WHAT NEEDS TO BE DONE.
Hunt for the word "look" across the entries below, copying each line that holds it.

Saved entries
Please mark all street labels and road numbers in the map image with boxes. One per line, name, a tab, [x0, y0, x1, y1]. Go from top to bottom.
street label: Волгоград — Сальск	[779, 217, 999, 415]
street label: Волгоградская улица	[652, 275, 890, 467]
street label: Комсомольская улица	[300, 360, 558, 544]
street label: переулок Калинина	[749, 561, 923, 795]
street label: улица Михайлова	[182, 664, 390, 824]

---

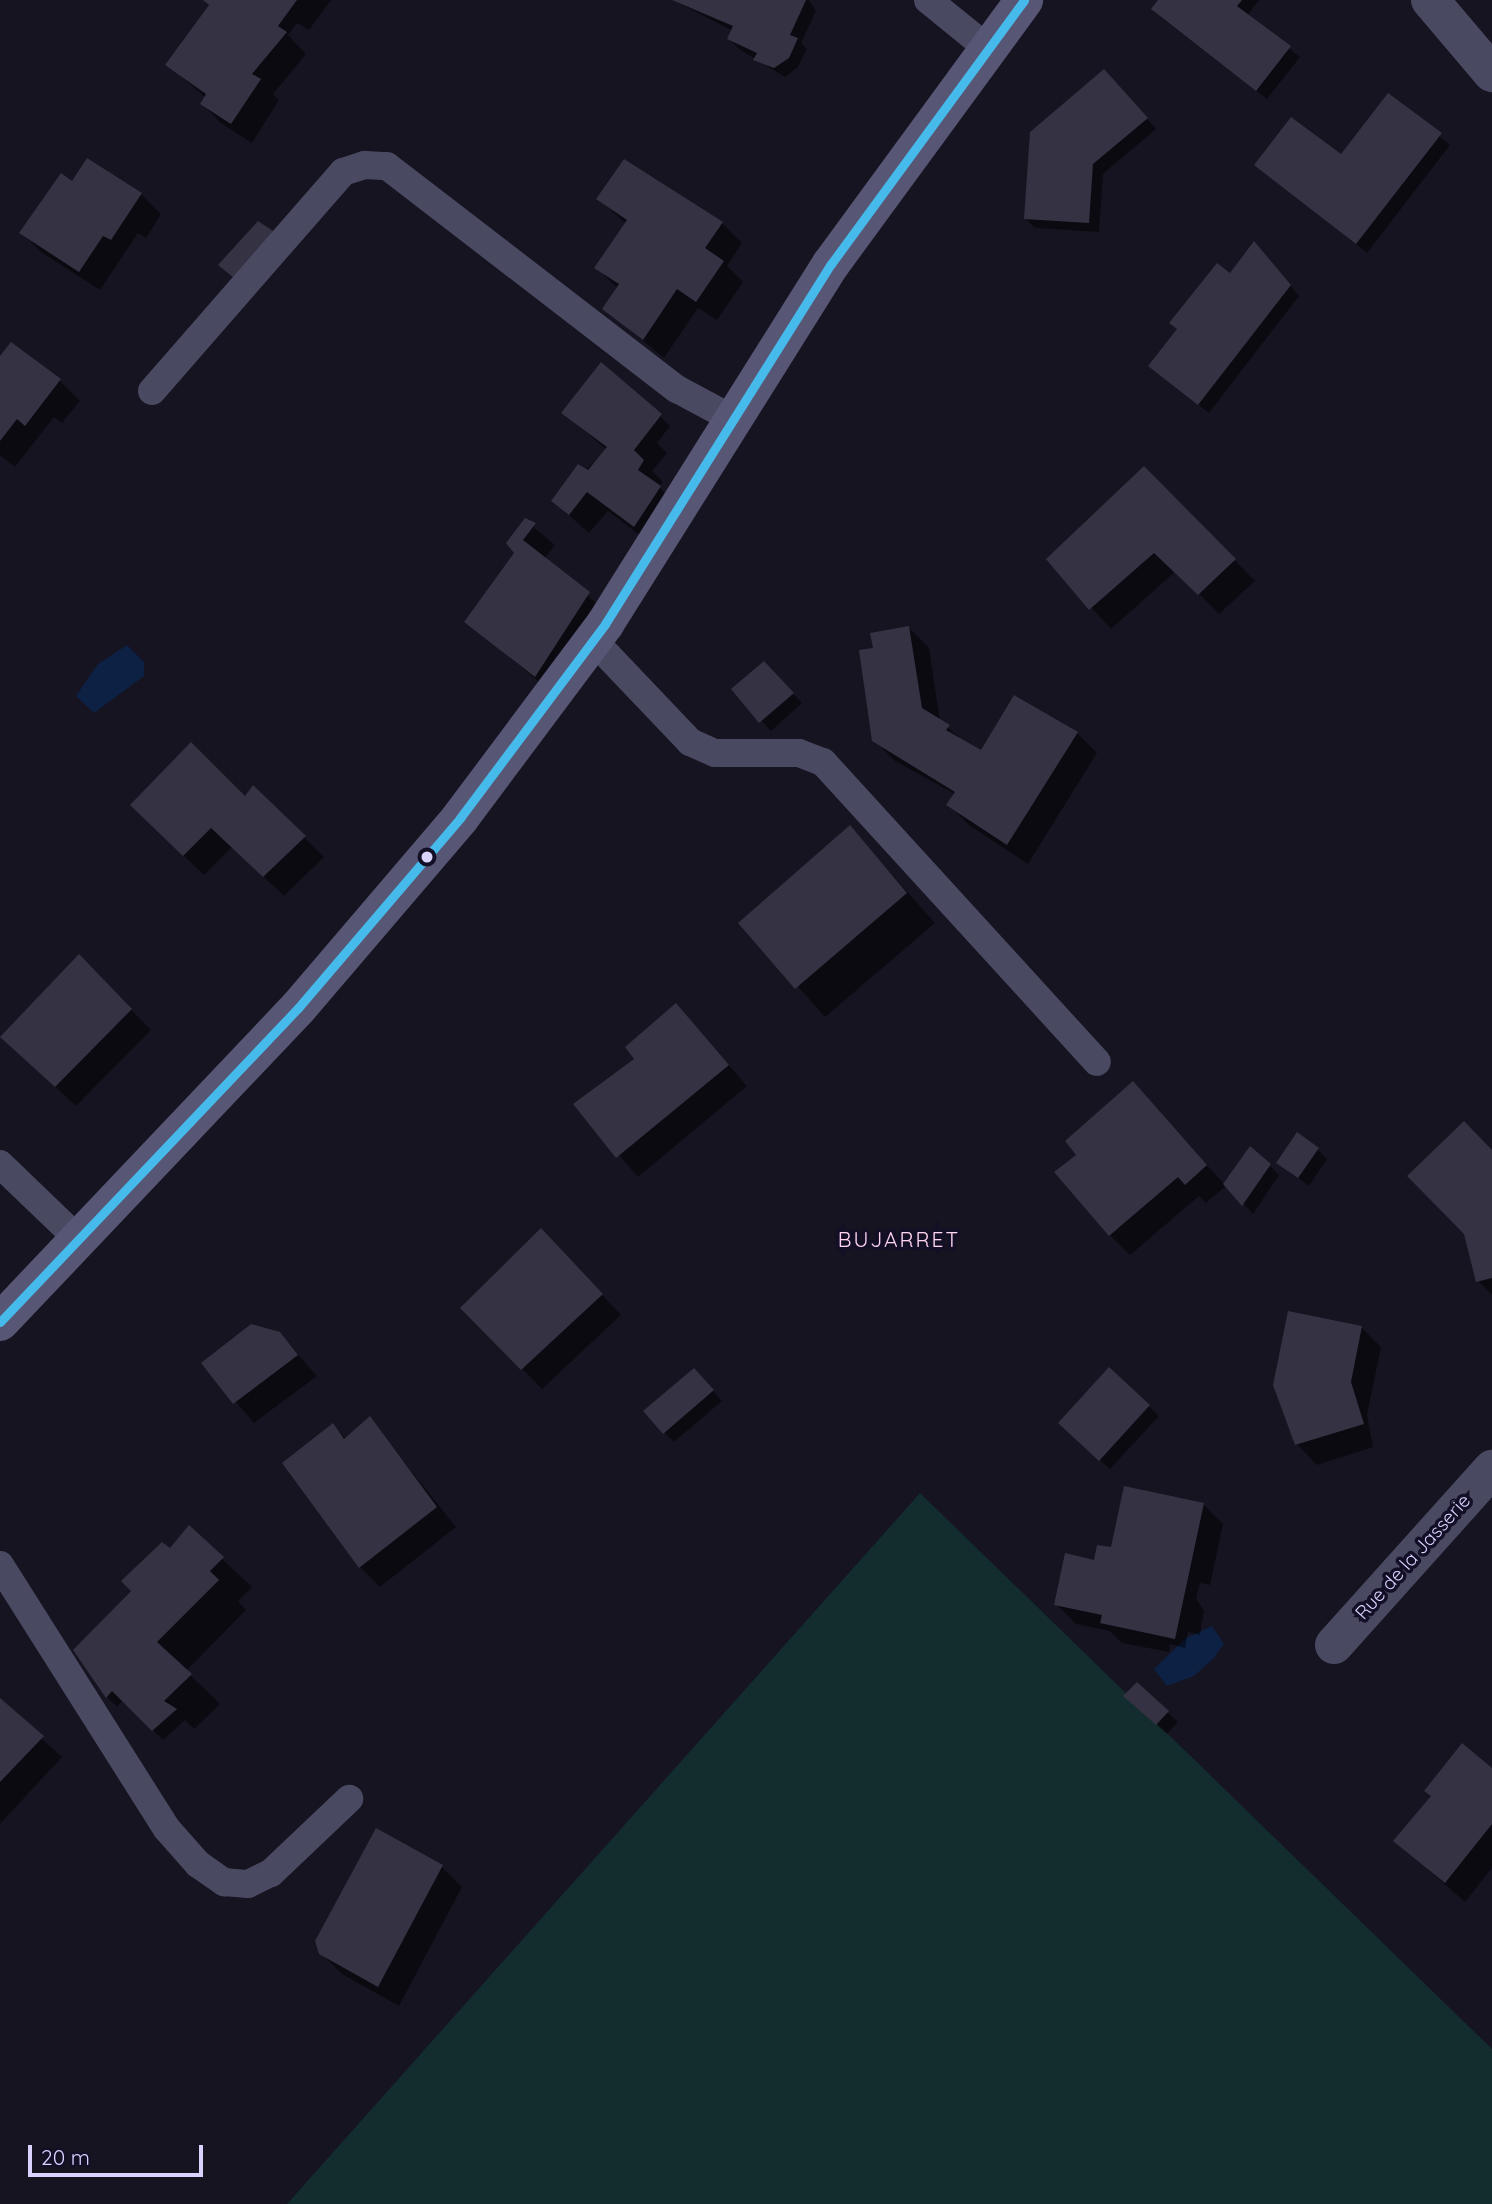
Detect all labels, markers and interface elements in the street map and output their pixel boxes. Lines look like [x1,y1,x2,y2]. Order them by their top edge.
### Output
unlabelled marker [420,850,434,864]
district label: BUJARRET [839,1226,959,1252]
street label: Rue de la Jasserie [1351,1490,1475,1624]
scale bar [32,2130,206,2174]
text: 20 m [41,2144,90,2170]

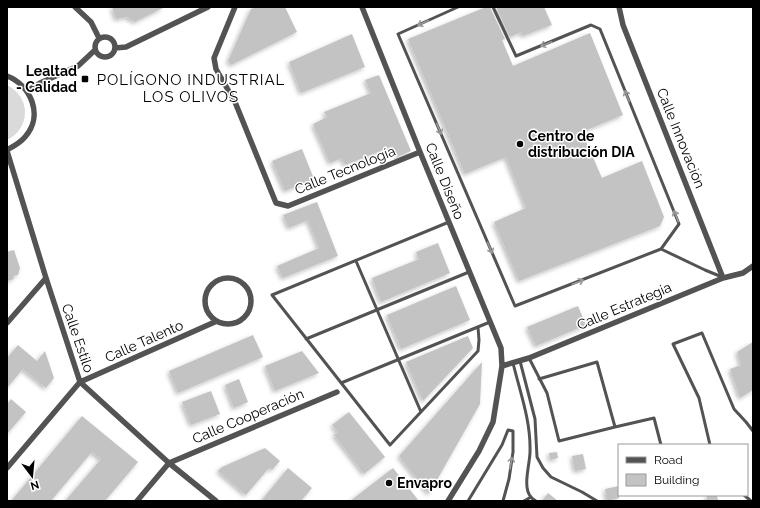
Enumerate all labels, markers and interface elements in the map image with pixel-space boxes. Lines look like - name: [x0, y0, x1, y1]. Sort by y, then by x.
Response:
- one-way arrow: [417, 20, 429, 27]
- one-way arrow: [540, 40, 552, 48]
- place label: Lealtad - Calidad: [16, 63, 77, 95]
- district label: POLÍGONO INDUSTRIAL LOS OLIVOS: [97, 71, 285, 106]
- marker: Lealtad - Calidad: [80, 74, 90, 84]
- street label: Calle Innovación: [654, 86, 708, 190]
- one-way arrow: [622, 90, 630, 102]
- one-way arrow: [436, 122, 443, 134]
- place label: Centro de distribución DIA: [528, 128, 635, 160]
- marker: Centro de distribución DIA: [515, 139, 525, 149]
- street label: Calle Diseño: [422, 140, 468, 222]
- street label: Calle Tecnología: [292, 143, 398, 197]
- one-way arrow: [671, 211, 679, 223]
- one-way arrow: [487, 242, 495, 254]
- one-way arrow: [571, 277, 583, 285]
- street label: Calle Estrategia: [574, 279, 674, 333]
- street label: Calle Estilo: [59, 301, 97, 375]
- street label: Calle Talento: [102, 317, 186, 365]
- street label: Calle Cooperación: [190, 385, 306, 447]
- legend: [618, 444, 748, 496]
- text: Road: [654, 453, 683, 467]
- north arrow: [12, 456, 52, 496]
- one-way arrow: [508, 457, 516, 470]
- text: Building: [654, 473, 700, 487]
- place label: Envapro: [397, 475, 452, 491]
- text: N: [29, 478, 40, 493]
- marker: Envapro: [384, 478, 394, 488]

* * *

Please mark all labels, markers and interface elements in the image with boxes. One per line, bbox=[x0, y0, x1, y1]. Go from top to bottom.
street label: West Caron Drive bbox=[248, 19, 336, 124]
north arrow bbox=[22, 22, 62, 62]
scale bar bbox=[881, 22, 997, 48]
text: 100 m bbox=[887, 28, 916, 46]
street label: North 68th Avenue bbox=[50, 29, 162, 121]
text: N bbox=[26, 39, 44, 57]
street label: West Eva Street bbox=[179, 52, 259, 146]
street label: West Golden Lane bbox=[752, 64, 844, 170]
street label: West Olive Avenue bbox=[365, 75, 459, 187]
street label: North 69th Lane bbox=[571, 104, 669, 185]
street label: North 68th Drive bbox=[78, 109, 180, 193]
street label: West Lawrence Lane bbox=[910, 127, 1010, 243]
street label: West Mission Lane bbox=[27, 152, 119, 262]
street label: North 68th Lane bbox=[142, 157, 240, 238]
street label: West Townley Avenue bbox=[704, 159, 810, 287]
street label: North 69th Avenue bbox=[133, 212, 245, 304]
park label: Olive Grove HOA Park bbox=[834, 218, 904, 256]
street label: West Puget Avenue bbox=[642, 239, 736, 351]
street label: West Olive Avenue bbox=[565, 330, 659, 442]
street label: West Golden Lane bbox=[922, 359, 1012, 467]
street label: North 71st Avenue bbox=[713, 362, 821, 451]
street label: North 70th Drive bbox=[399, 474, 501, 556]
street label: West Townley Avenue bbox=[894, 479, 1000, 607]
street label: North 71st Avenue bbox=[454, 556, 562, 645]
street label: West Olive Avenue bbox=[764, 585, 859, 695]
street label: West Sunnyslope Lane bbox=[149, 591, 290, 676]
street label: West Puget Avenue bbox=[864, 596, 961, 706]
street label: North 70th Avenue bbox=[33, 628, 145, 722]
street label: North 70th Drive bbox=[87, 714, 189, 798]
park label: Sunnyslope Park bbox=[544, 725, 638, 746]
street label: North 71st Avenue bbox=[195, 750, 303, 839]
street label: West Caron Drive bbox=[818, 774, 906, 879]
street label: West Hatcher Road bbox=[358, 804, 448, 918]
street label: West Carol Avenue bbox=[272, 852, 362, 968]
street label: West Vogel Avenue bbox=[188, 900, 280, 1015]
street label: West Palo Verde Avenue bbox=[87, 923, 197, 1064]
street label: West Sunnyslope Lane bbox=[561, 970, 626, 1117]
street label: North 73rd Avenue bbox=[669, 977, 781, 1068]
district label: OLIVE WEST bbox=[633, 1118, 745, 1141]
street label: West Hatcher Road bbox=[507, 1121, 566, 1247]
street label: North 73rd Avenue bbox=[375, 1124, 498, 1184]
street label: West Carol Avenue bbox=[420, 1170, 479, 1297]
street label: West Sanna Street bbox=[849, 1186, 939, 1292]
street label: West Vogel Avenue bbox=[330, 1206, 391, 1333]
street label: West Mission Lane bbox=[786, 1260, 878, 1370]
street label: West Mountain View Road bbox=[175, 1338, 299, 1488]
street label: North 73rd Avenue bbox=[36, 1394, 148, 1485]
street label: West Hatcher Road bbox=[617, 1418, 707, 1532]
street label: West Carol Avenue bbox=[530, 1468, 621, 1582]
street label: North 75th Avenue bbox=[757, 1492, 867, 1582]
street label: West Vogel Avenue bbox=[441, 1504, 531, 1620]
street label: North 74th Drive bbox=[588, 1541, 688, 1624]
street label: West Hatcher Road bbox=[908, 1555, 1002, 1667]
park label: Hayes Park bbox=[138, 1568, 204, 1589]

EXERCISE RESPONSE.
Detect all labels, markers and interface elements in the street map and output their pixel boxes. Lines look like [x1,y1,x2,y2]. Order them by their top edge.
Enumerate all labels, markers and interface elements in the map image with pixel-space boxes. Lines look like - name: [x0, y0, x1, y1]. Sort by y, then by x.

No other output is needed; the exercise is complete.